Aim of the task:
Repeat exactly each line of the material, starting from the line that contains "<h2>周辺<small></small></h2>" and finishing with the final line.

Task material:
-- Opening Marker --

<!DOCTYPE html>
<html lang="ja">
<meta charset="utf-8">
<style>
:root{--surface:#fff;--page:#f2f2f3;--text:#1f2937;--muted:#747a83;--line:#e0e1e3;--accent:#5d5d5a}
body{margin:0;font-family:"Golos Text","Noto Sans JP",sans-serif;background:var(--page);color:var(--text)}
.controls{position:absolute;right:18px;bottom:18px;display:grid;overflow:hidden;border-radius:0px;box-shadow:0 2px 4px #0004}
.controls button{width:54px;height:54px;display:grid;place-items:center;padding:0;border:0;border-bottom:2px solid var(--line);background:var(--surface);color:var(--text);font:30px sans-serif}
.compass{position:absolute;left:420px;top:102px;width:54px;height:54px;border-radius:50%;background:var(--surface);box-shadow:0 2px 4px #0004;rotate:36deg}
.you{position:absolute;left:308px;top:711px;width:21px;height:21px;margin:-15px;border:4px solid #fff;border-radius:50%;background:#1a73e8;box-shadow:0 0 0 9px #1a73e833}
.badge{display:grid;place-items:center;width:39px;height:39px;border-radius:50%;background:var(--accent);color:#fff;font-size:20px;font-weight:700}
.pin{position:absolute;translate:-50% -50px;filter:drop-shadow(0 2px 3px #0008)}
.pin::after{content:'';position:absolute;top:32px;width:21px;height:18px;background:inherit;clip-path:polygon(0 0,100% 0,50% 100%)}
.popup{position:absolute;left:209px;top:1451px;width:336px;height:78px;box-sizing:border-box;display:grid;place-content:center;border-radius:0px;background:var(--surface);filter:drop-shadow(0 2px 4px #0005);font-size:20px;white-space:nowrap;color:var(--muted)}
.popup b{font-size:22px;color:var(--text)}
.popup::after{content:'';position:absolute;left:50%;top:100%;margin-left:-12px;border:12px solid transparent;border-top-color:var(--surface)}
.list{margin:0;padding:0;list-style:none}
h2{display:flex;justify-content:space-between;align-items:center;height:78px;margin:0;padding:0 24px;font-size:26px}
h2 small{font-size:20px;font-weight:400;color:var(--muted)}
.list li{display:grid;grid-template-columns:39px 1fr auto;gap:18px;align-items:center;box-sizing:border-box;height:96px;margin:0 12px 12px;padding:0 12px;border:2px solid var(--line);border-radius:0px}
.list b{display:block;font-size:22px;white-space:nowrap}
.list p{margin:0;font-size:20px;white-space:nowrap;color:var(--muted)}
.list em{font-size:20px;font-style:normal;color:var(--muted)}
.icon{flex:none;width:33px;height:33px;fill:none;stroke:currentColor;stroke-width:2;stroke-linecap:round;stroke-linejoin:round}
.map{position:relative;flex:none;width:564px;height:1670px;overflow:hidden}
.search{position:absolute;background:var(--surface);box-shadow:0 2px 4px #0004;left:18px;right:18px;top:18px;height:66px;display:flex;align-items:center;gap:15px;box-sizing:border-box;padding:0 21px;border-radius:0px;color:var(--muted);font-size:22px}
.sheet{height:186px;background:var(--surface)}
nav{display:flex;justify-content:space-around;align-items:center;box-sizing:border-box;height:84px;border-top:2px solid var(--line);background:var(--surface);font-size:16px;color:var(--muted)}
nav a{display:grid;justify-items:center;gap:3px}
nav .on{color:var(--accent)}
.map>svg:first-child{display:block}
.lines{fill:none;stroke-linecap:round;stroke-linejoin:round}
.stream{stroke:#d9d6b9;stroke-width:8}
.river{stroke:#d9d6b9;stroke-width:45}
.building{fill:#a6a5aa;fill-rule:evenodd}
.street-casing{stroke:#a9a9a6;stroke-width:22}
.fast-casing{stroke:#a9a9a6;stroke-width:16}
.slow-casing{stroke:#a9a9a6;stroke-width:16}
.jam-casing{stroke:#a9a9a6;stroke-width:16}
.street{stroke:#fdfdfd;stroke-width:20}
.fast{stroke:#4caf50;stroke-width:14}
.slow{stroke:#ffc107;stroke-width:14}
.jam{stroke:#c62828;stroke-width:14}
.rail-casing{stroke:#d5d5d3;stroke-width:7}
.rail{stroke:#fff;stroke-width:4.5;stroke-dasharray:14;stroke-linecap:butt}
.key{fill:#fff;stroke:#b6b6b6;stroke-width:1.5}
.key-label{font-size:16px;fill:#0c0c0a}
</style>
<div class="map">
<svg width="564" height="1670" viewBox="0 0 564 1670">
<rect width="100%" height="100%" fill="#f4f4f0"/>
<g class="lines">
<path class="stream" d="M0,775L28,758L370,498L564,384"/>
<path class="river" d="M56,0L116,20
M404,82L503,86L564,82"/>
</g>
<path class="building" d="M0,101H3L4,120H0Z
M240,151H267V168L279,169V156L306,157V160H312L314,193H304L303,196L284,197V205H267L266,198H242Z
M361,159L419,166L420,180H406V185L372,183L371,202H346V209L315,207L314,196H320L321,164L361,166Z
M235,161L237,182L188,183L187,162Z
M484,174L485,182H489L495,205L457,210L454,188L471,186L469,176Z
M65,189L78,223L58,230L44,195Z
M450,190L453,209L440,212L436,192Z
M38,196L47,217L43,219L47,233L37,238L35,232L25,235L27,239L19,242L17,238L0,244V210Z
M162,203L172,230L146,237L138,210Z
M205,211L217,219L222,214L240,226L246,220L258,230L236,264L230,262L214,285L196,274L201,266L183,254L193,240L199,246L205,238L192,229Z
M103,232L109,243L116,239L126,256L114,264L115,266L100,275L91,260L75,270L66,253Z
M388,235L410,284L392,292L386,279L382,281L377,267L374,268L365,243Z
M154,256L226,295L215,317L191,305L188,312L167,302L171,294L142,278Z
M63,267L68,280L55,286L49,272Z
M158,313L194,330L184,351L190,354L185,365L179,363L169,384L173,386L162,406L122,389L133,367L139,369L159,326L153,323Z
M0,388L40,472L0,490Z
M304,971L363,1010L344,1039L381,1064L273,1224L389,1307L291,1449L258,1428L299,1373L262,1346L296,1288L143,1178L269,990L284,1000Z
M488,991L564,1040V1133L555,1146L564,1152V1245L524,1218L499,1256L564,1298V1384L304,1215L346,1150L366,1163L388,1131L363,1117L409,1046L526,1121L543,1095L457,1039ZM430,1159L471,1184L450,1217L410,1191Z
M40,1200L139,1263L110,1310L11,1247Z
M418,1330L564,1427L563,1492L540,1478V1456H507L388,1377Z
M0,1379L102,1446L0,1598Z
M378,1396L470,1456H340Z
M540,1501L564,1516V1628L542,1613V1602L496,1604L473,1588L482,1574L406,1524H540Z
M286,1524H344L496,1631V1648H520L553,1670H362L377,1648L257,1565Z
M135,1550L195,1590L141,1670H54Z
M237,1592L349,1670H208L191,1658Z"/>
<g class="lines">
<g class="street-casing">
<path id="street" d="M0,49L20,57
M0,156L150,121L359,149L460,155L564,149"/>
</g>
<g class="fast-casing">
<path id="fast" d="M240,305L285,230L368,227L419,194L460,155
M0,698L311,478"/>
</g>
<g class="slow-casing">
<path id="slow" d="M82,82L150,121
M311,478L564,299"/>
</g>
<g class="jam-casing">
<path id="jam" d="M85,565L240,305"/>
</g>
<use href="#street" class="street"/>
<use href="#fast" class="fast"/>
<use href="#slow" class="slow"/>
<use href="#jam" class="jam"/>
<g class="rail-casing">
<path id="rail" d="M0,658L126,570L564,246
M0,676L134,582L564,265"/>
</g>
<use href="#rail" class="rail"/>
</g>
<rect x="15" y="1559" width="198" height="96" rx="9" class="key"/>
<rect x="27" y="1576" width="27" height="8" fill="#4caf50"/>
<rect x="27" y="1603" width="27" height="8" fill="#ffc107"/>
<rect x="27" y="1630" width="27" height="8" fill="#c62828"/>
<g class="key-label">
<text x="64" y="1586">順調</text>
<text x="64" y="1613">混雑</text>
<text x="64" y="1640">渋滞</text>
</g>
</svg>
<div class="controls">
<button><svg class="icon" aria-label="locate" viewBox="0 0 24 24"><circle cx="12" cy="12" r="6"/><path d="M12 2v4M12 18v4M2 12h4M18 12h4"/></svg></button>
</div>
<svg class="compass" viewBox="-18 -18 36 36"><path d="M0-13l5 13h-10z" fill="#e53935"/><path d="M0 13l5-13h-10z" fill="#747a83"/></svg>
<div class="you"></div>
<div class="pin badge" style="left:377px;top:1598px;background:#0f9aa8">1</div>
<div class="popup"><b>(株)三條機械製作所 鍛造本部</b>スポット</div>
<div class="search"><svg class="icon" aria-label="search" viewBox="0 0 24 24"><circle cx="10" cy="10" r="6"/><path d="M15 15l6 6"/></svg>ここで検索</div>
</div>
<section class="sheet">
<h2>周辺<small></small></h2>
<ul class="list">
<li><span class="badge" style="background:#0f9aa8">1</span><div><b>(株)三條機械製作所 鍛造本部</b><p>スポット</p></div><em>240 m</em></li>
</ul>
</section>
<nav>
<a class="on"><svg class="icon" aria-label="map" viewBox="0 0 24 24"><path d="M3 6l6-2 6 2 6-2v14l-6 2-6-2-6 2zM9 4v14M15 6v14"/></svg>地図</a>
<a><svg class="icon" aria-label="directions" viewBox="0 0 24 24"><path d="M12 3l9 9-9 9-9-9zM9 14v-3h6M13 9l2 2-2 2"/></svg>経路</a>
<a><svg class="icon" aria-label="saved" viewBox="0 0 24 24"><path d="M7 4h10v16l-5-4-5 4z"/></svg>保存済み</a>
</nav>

-- Closing Marker --

Solution to this task:
<h2>周辺<small></small></h2>
<ul class="list">
<li><span class="badge" style="background:#0f9aa8">1</span><div><b>(株)三條機械製作所 鍛造本部</b><p>スポット</p></div><em>240 m</em></li>
</ul>
</section>
<nav>
<a class="on"><svg class="icon" aria-label="map" viewBox="0 0 24 24"><path d="M3 6l6-2 6 2 6-2v14l-6 2-6-2-6 2zM9 4v14M15 6v14"/></svg>地図</a>
<a><svg class="icon" aria-label="directions" viewBox="0 0 24 24"><path d="M12 3l9 9-9 9-9-9zM9 14v-3h6M13 9l2 2-2 2"/></svg>経路</a>
<a><svg class="icon" aria-label="saved" viewBox="0 0 24 24"><path d="M7 4h10v16l-5-4-5 4z"/></svg>保存済み</a>
</nav>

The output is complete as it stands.